自転車の歴史探訪

 
田中久重のスケッチ

   「からくり儀衛門」こと田中久重(1799年10月16日〜1881年1月11日)が、自転車を作ったという話を聞くが、いったいどのような自転車を作ったのか、判然としない。
 弟子の川口市太郎の手記「智慧鑑」(ちえのかがみ・明治24年)には、たくさんの発明品が書かれている。その中に「一、自転車二輪車ニ(に)三輪車ヲ製造ス、(明治元年)ノ頃」と記されている。
 この記事からすぐに「明治元年に田中久重が自転車を製造した」とは当然ならない。それ以外の資料がいまのところ皆無だからである。もちろん、当時の自転車も残っていない。手記も製造時に書いたものであればともかく、それから20年以上も経過している。自転車を作ったのは間違いないとしても、それが明治何年なのか確証できない。

   1993年の春にオープンした江戸東京博物館の所蔵資料のなかに、田中久重の書いた「長崎日記」が、あることが分かった。「智慧鑑」以外に自転車を記述した資料が2冊出てきたのである。それも1866年(慶応2年)1月の日付である。この日記の一冊には、三輪車のスケッチとメモが2ページわたり書かれていた。

「長崎日記」の左ページ 江戸東京博物館所蔵

 この図の左上は恐らく三輪車を上から見たものである。前輪は、後に登場するラントーンと同様ハブ・ステアリングの特徴が見える。更に駆動方式は足踏み式で、後輪軸の右寄りに小歯車があり、これを介して後輪を駆動させる仕組みのようである。
 左下のスケッチは横から見たもので、人が三輪車に乗っている様子が分かる。また後輪軸の小歯車と駆動輪の接続状況を知ることも出来る。ただ、その手前にある、米印形の車輪の役割がよく分からない。これも駆動輪の一つなのであろうか?それとも増速の歯車か伝動輪なのであろうか?
 中央の円形模様の図は駆動輪を表していると思われるが、どのような仕組みなのか判然としない。同じく右上と、その下の円形模様も何を表すのか今のところよくわからない。
 右下の小さい図は三輪車の平面図で、左上のスケッチと似ているが、別の形の三輪車と思われる。薄い和紙に書かれているので、裏面にあるスケッチが透けて見えている。このためスケッチが少し見にくい。

「長崎日記」の右ページ 江戸東京博物館所蔵

 この図は、右ページのものである。文字の右側にあるの乗り物は、一人乗り蒸気車と書いてある。田中久重は、1855年(安政2年)に蒸気車・蒸気船〔外輪式〕の模型を製作していると伝えられているので、一人乗りの蒸気三輪車を作ったとしても不思議ではない。
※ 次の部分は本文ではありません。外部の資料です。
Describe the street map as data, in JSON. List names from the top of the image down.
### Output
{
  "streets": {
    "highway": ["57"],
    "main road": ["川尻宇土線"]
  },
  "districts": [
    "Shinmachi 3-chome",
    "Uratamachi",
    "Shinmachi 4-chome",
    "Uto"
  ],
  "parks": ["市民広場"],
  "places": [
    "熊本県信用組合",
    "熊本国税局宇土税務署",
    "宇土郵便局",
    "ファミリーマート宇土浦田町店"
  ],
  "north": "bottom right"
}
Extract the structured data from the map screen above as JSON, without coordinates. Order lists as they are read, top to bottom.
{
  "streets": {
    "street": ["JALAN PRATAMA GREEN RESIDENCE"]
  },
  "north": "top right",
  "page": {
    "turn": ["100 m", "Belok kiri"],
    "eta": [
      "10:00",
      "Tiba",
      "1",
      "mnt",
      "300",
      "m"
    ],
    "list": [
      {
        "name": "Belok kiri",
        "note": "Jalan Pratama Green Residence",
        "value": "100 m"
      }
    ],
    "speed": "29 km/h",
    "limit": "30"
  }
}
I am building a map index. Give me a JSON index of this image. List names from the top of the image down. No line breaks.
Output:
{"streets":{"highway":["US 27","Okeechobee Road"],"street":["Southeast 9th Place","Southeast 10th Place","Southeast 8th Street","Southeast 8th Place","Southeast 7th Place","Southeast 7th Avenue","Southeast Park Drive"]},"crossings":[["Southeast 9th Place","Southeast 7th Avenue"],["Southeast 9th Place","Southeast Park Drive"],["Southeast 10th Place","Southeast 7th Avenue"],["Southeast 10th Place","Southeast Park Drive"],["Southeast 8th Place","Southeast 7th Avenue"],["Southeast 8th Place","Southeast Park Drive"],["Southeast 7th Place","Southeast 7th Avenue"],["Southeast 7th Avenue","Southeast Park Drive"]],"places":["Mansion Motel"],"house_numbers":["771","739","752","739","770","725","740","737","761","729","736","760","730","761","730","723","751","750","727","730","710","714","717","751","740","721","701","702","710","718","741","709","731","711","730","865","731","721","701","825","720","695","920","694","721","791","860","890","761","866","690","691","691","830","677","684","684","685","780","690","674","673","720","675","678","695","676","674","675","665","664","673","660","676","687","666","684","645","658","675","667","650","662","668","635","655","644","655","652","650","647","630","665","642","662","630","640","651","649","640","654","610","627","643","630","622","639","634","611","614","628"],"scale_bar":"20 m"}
 彼が、明治11年頃までに試作や製造したものは多岐にわたっている。次のようなものがある。
 万年時計〔万年自鳴鐘〕、蒸気船〔スクリュー式〕の雛形、蒸気車・蒸気船〔外輪式〕の雛形、アームストロング砲、無鍵の錠、電話機〔試作〕、製氷機、ネジ切りゲージ、自転車、人力車、精米機、写真機、昇水機、改良竈、旋盤楕円削り機、煙草切機、醤油搾取機械、種油搾取機、報時機など 。

 間違いなく自転車も作ったと思われるが、この「長崎日記」のスケッチからも直列二輪の自転車を見ることはできなかった。次に登場するラントンも直列二輪の自転車ではない。明治時代以前に今のところ直列二輪の自転車が現れた形跡がない。

 田中久重のその後については、明治6年(1873年)に上京し、明治8年(1875年)に東京・銀座で電信機の会社である田中製作所を設立している。これが東芝の前身である。